[人工智能]python DEA: by-product NDDF DEA模型

点赞发Nature
关注中Science

by-product DEA模型取消了常用的DEA模型中的弱处置性（weak disposability）,可以用来模拟副产品与主产品相关性不强的情景。

如，在电力生产中，若安装了APCD，则空气污染物的产生与电力生产量就不具有强的相关性，应当采用by-product模型。

#!/usr/bin/env python
# coding: utf-8


import numpy as np
import pandas as pd
import pulp




class DEAProblem:
    """
    Help on class DEAProblem

    DEAProblem(inputs, outputs, bad_outs, weight_vector, directional_factor=None, returns='CRS',
                 in_weights=[0, None], out_weights=[0, None],badout_weights=[0, None])

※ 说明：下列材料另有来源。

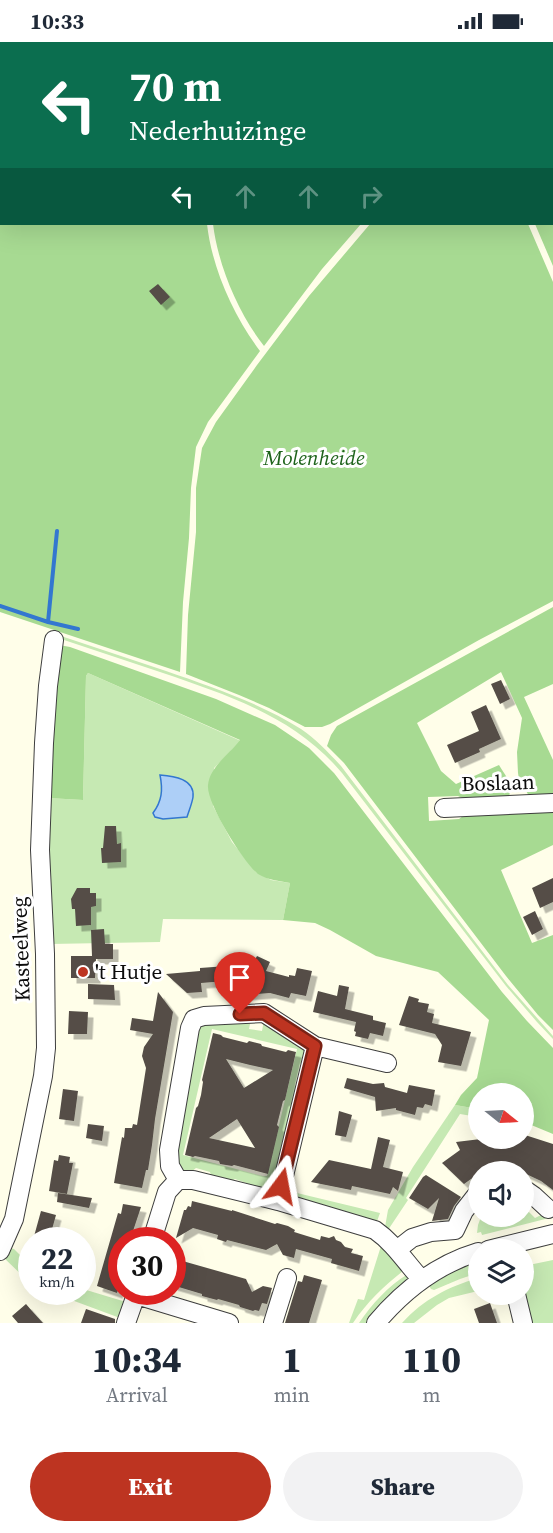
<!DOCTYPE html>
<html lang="en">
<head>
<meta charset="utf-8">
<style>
	:root { --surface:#fff; --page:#f2f2f3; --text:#1f2937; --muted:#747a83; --accent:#bd3421 }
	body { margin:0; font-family:"Source Serif 4",serif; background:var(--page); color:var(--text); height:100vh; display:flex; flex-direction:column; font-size:22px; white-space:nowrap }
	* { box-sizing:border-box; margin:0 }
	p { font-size:20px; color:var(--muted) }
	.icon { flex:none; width:33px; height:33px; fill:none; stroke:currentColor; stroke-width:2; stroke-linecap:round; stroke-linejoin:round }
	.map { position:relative; height:1281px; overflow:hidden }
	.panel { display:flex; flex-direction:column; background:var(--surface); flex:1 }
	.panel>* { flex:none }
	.banner { position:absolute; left:0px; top:0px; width:554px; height:183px; box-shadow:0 6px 24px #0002; background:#0b6e4f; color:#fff; overflow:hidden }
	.needle { width:39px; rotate:108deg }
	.tools { position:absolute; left:468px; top:1041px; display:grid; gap:12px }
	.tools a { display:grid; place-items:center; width:66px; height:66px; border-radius:50%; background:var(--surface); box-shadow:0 6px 24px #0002; font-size:30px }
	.speed { position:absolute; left:18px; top:1185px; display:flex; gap:12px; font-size:30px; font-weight:700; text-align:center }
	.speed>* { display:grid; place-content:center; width:78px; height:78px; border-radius:50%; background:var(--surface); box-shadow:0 6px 24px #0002; line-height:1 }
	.speed small { font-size:15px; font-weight:400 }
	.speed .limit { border:9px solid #d22; background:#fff; color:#111 }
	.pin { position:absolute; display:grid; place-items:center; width:51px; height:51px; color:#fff; margin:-62px -26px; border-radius:50% 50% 50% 0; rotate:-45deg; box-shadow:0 0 6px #0007 }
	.pin .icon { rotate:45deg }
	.me { position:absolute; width:66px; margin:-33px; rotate:13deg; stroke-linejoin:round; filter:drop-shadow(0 0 4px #0008) }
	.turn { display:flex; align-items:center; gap:21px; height:126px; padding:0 30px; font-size:27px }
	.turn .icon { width:78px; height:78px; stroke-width:2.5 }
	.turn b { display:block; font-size:42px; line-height:51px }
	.lanes { display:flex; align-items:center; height:57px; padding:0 30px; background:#0003; justify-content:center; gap:30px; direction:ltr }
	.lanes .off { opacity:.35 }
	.eta { display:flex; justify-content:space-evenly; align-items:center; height:102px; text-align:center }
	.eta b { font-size:36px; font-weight:800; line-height:42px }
	.cta { display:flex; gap:12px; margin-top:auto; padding:12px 30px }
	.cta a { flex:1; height:69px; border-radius:36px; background:var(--accent); color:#fff; font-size:24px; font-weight:800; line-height:69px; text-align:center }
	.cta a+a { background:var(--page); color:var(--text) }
	.status { display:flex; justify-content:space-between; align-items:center; height:42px; padding:0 30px; background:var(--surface); direction:ltr }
	.status svg { height:16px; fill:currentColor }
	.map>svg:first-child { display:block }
</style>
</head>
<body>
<div class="status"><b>10:33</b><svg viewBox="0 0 49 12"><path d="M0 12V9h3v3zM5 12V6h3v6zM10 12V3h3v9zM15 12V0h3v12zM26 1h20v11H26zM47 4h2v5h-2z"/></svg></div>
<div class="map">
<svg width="553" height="1281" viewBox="0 0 553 1281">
	<defs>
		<filter id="shadow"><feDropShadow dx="5.5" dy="5.5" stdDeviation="0" flood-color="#0004"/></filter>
	</defs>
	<rect width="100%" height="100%" fill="#fffee9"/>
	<path fill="#c6e9b3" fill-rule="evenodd" d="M 58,593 C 94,605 130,617 166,629 C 212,645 260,661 301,687 C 316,697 329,711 341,724 L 508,943 L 553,994 L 553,997 L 537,980 L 506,944 L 342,731 C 295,675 230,654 163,631 C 128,619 93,608 58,596 Z
		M 88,631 L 241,699 L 214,726 L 213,764 L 232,800 L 256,830 L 271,838 L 290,841 L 283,878 L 163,877 L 160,900 L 50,902 L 48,756 L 83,758 L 86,634 Z
		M 251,977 L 249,987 L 262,989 L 264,978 L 268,980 L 268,984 L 289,998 L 297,997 L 307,1007 L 305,1019 L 300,1022 L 295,1043 L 299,1050 L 288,1096 L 282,1101 L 274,1135 L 277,1140 L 276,1145 L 269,1150 L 252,1147 L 249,1142 L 235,1137 L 229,1140 L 211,1134 L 210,1130 L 196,1126 L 191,1130 L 181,1129 L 173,1112 L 178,1108 L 184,1076 L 180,1071 L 196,984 ZM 212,987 L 297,1007 L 267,1134 L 263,1134 L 183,1113 Z
		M 455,1063 L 478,1067 L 478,1075 L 460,1072 L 406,1156 L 408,1158 L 388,1188 L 385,1185 L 388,1168 L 413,1125 Z
		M 297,1151 L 380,1171 L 376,1182 L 296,1159 Z
		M 524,1165 L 535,1176 L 543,1172 L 553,1171 L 553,1175 L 482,1193 L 481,1190 L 477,1191 L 478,1183 L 481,1175 L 524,1174 Z
		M 381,1204 L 403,1229 C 384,1244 367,1260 353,1281 L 349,1281 L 358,1257 L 364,1258 Z
		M 7,1205 L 14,1207 L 31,1224 L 31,1242 L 2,1214 Z
		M 478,1218 L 478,1231 L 460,1237 L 434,1248 L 431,1247 L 428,1242 L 443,1233 Z
		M 553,1218 L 553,1281 L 529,1281 L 524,1252 L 524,1224 Z
		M 408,1232 L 409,1235 L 406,1242 L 369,1281 L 359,1281 C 372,1262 388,1244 408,1232 Z
		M 478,1236 L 478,1249 L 449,1256 L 437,1263 L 414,1281 L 402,1281 C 424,1257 448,1245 478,1236 Z
		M 83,1247 L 126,1260 L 120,1276 L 50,1250 L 82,1250 Z"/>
	<path fill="#a7da92" d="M 181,0 L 488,0 L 488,1 L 180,1 Z
		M 0,6 L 2,6 L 2,182 L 207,182 C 212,226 233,273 260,309 L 208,380 L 196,405 L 191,446 L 189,496 L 183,560 L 180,630 L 0,570 Z
		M 553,37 L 553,224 L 535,182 L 552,182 Z
		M 213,182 L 361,182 L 322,227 L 264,304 C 238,271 218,223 213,182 Z
		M 370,182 L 528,182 L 553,240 L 553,559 L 479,598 L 330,682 L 322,685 L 305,685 L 269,666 L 239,653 L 186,632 L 188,573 L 196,490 L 196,446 L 202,406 L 216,380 L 257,323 L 309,254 Z
		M 553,565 L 553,642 L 524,655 L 553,718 L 553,753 L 529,754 L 519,737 L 518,731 L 517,710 L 522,676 L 501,630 L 417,681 L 441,729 L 456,742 L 499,723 C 507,736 512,740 509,755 L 466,758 L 458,754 L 428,755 L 429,779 L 459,777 L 466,772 L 553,769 L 553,803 L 501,828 L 532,901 L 553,893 L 553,988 L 538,973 L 506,934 L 344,721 L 327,704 L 331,693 L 337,684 Z
		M 59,603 L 70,605 L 216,657 L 275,683 L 309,706 L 334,731 L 502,950 L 527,979 L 553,1006 L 553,1092 L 524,1080 L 524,1052 L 478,1052 L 478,1067 L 455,1063 L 461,1053 L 477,1036 L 489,978 L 438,930 L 376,914 L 330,888 L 315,881 L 283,878 L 290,841 C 279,839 268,838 258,832 C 244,821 206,761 208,743 C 210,724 230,712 240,698 L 88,631 L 86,634 L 83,758 L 48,756 Z"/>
	<path fill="#adcff7" stroke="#3377d0" stroke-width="1.5" d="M 160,733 C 174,734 195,737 193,755 C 192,762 189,768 187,775 L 163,777 L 155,775 L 153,771 C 162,759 163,748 160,733 Z"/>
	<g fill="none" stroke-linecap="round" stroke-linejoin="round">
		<path stroke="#3377d0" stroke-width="4" d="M 0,564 L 48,580 L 78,587
			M 48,580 L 57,489"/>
	</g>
	<path fill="#544e47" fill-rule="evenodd" filter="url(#shadow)" d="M 158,242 L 170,255 L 161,263 L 149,249 Z
		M 501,638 L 510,657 L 500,662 L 491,642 Z
		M 486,663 L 501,697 L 479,707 L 480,710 L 455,721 L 447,703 L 479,689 L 471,670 Z
		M 105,784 L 116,784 L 117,802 L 121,801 L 121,820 L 102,821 L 101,806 L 103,806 Z
		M 553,836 L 553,860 L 540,866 L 532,846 Z
		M 77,846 L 90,846 L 90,851 L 96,851 L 96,864 L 91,865 L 91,883 L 76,884 L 75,867 L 72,867 L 71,857 Z
		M 535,869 L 543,887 L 532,893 L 523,875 Z
		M 104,887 L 105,902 L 113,902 L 113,917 L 96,917 L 95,936 L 71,936 L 71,914 L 92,914 L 91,888 Z
		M 257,914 L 270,920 L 266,929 L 289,935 L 289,933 L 295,934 L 297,926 L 312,929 L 306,954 L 291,951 L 289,956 L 270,951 L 229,954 L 228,941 L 226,941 L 226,939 L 201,941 L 202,950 L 187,951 L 166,932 L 200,929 L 200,926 L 227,924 L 228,923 L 233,922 L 239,928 L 250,927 Z
		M 88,942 L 114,943 L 115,958 L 88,957 Z
		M 339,943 L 349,945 L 345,967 L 373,974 L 373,978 L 386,981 L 383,994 L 370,991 L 368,997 L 355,994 L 356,990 L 354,989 L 356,980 L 313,970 L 318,949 L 337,954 Z
		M 158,950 L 173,970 L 155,1077 L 152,1103 L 148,1128 L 146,1128 L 142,1146 L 114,1141 L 122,1095 L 124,1096 L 125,1086 L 132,1086 L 133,1082 L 137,1083 L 146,1026 L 142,1014 L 144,1005 L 153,992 L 130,988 L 132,976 L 153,979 Z
		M 409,954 L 419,957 L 418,960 L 429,962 L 427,970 L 434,972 L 432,981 L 471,990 L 461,1024 L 438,1020 L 442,1003 L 435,992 L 399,983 Z
		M 69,969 L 88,970 L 87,992 L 68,992 Z
		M 213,991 L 221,993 L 223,995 L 247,1001 L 249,999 L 261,1002 L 262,1004 L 286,1010 L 288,1008 L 296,1010 L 285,1058 L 283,1059 L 277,1083 L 279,1085 L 268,1132 L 234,1123 L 232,1124 L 220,1122 L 219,1119 L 195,1114 L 193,1115 L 185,1113 L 196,1066 L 198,1064 L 201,1053 L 203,1040 L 202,1038 ZM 226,1017 L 250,1023 L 273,1028 L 244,1046 ZM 237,1077 L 255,1106 L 209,1096 Z
		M 347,1036 L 373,1042 L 384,1041 L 385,1045 L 407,1051 L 409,1043 L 435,1048 L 432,1064 L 425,1062 L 423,1066 L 417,1065 L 415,1073 L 396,1068 L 396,1066 L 376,1069 L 375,1055 L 344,1046 Z
		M 63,1047 L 78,1049 L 74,1079 L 59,1077 Z
		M 339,1069 L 352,1073 L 346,1095 L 335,1093 Z
		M 88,1082 L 104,1084 L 102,1099 L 86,1096 Z
		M 525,1093 L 553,1102 L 553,1148 L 541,1139 L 524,1131 L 524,1130 L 519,1130 L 520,1127 L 506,1126 L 478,1130 L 478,1132 L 464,1142 L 442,1121 L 460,1108 L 456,1100 L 489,1096 L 524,1096 Z
		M 378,1095 L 390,1098 L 383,1125 L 403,1130 L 398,1149 L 393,1145 L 390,1152 L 352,1144 L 351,1148 L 311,1140 L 329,1118 L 371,1127 Z
		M 59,1113 L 70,1115 L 69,1121 L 73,1121 L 67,1152 L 49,1149 L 54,1118 L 58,1119 Z
		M 426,1133 L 461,1155 L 454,1164 L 448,1177 L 432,1179 L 439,1156 L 428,1167 L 409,1156 L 423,1135 Z
		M 58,1151 L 92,1156 L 89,1166 L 57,1160 Z
		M 192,1159 L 232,1169 L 232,1168 L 275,1182 L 277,1181 L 288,1184 L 295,1188 L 294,1190 L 320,1198 L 321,1194 L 329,1196 L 334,1194 L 336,1198 L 341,1200 L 345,1205 L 353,1207 L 351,1211 L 363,1214 L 359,1229 L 331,1221 L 332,1217 L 296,1207 L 294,1216 L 283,1213 L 277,1202 L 266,1208 L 227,1198 L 226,1200 L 217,1197 L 218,1193 L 193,1186 L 176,1196 L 184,1168 L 186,1168 L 188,1164 L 191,1165 Z
		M 123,1162 L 141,1165 L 130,1198 L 122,1198 L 122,1237 L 117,1251 L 97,1244 L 118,1171 L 121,1172 Z
		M 41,1169 L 56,1173 L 49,1198 L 33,1198 Z
		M 172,1216 L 246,1237 L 252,1250 L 263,1244 L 272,1246 L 267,1262 L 262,1261 L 259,1269 L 255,1268 L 253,1269 L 240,1265 L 239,1263 L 218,1257 L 217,1258 L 202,1254 L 202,1252 L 172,1243 Z
		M 304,1233 L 322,1238 L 309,1281 L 285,1281 L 298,1239 L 302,1240 Z
		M 490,1261 L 497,1281 L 479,1281 L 474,1267 Z
		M 26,1262 L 32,1269 L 43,1281 L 18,1281 L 12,1274 Z
		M 86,1267 L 115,1277 L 115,1281 L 81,1281 Z"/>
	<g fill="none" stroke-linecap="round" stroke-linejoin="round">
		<defs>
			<path id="minor" d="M 444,766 L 553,761
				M 315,1004 L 387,1021
				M 178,1138 L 170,1124 L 169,1108 L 190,986 L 194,977 L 204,974 L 264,971 L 315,1004 L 278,1159
				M 524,1147 L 534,1154 L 548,1167
				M 152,1198 L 167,1150 L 178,1138 L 193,1138 L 278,1159 L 375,1188 C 395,1202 406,1221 422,1238
				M 398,1207 L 412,1196 L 431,1190 L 455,1188 L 464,1169 L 478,1151
				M 488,1208 L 553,1192
				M 0,1209 L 14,1177 L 43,1034 L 46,1006 L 45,912 L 40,808 L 44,701 L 48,644 L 54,598
				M 516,1252 L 523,1281
				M 136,1253 L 229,1281
				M 126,1281 L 137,1250
				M 273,1281 L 287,1236
				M 376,1281 C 403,1249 438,1222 478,1210"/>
		</defs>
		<use href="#minor" stroke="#3e3e3e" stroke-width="20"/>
		<use href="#minor" stroke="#fff" stroke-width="18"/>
	</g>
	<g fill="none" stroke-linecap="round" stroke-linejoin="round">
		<defs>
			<path id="route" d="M 240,972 L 264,971 L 315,1004 L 281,1144"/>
		</defs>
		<use href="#route" stroke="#7b2215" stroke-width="15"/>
		<use href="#route" stroke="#bd3421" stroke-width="10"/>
	</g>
	<circle fill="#bd3421" stroke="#fff" stroke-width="2" cx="83" cy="930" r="6"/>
	<g text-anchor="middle" stroke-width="6" stroke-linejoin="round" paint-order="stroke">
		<g font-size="21" font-style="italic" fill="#1e631b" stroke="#fff">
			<text x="314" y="423">Molenheide</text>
		</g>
		<g font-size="21" fill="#0b0b0b" stroke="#fff">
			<text transform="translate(498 741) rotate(-2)" y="7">Boslaan</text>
			<text transform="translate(21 907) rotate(-92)" y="7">Kasteelweg</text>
		</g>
		<g font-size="21" fill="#0b0b0b" stroke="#fff" text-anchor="start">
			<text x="95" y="937">'t Hutje</text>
		</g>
	</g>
</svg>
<div class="tools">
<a><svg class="needle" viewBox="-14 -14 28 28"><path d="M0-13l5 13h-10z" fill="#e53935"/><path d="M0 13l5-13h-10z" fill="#747a83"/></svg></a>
<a><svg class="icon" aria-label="sound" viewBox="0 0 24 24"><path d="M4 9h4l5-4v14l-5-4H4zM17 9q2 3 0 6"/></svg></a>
<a><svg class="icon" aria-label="layers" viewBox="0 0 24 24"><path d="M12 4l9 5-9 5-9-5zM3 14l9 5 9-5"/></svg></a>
</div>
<div class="speed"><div>22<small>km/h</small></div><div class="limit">30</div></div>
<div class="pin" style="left:240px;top:972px;background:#d93025"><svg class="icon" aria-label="arrive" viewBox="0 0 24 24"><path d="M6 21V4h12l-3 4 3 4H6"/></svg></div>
<svg class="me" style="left:281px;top:1144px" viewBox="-20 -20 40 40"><path d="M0-17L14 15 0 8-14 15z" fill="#bd3421" stroke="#fff" stroke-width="4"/></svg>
<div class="banner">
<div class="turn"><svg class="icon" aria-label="left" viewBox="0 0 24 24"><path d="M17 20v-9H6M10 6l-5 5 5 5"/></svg><div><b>70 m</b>Nederhuizinge</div></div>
<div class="lanes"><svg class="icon" aria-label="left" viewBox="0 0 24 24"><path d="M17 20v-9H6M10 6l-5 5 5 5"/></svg><svg class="icon off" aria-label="ahead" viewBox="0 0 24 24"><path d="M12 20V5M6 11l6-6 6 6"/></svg><svg class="icon off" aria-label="ahead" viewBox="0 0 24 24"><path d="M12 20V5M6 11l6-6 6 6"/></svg><svg class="icon off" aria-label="right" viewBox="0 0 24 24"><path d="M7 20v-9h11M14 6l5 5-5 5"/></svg></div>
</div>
</div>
<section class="panel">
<div class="eta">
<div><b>10:34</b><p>Arrival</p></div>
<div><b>1</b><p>min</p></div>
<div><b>110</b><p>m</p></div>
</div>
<div class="cta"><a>Exit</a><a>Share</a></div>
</section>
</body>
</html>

    DEAProblem solves DEA model using directional distance function.

    Parameters:
    inputs: input data, DataFrame data
    outputs: output data, DataFrame data
    bad_outs: undesirable output data, DataFrame data
    weight_vector: weights for individual inputs and outputs. List data
    """

    def __init__(
        self,
        n_inputs,
        p_inputs,
        outputs,
        bad_outs,
        weight_vector,
        directional_factor=None,
        returns="CRS",
        in_weights=[0, None],
        out_weights=[0, None],
        badout_weights=[0, None],
    ):
        self.n_inputs = n_inputs
        self.p_inputs = p_inputs
        self.outputs = outputs
        self.bad_outs = bad_outs
        self.returns = returns
        self.weight_vector = (
            weight_vector  # weight vector in directional distance function
        )

        self.J, self.nI = self.n_inputs.shape  # no of DMUs, non-polluting inputs
        _, self.pI = self.p_inputs.shape  # no of polluting inputs
        _, self.R = self.outputs.shape  # no of outputs
        _, self.S = self.bad_outs.shape  # no of bad outputs
        self._ni = range(self.nI)  # iterate over non-polluting inputs
        self._pi = range(self.pI)  # iterable over polluting inputs
        self._r = range(self.R)  # outputs
        self._s = range(self.S)  # bad_output
        self._j = range(self.J)  # DMUs
        if directional_factor == None:
            self.gx1 = self.n_inputs
            self.gx2 = self.p_inputs
            self.gy = self.outputs
            self.gb = self.bad_outs
        else:
            self.gx1 = directional_factor[: self.nI]
            self.gx2 = directional_factor[: (self.nI + self.pI)]
            self.gy = directional_factor[
                (self.nI + self.pI) : ((self.nI + self.pI) + self.J)
            ]
            self.gy = directional_factor[((self.nI + self.pI) + self.J) :]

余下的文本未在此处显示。